Okie Paxton exhibited at the Pennsylvania Academy of the Fine Arts, Philadelphia in 1916 and 1917. She showed in six Corcoran Gallery of Art biennials between 1912 and 1941 and ten exhibitions at the National Academy Museum and School. In 1913, she exhibited The Breakfast Tray, which was called a "dainty yet sound canvas", at the National Academy.

She also exhibited at the Panama–Pacific International Exposition in San Francisco in 1915 and won a silver medal for In the Morning. Okie Paxton exhibited at the 1939 New York World's Fair. She was awarded the Ann Vaughan Hyatt (later Anna Hyatt Huntington) gold medal at the American Artists Professional League, New York, and the National Gold Medal at the Council of American Artists' Societies, New York, 1964.
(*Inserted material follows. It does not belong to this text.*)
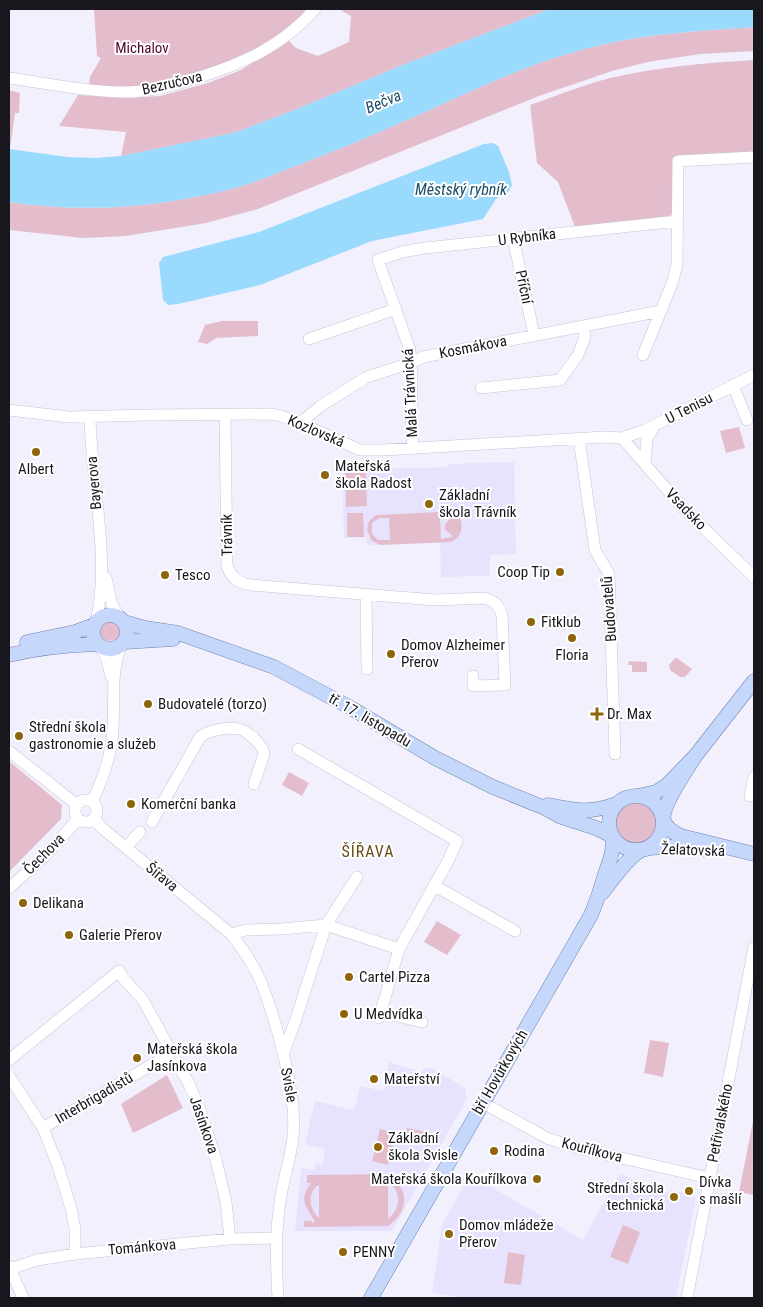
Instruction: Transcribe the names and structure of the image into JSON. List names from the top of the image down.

Her works are held in the collections of the Museum of Fine Arts, Boston; Maryhill Museum of Art, Goldendale, WA; and the Concord Art Association, Concord, MA. Because her works sold quickly to private collectors when exhibited, she is not well represented in public collections.

==Legacy==
- On an April 25, 1943, broadcast, Barbara Walker said of Okie Paxton's work:

Art lovers who like superb painting will be impressed with the works of Mrs. Elizabeth Paxton, widow of the renowned portrait painter. Her still lifes and landscapes are of a high caliber, with a veritable "old master" technique; done with a skill and charm far above the average painter of today.
— Barbara Walker

- Her work, The Breakfast Tray,—along with that of William Merritt Chase, Alice Neel, John Singleton Copley and Roy Lichtenstein— appears in Art and Appetite: American Painting, Culture, and Cuisine, edited by Judith A. Barter.
- Okie Paxton's work was represented in a 2001 exhibition of women artists at the Boston Museum of Fine Arts entitled "A Studio of Her Own:Women Artists in Boston 1870–1940". The works of Polly Thayer, Gertrude Fiske, Gretchen Rogers, Lilian Westcott Hale, and Ellen Day Hale were shown. Three of Paxton's works were exhibited: The Breakfast Tray (c. 1910); The Open Window (1922), reminiscent of Johannes Vermeer; and the subtly hued Breakfast Still Life (c. 1923).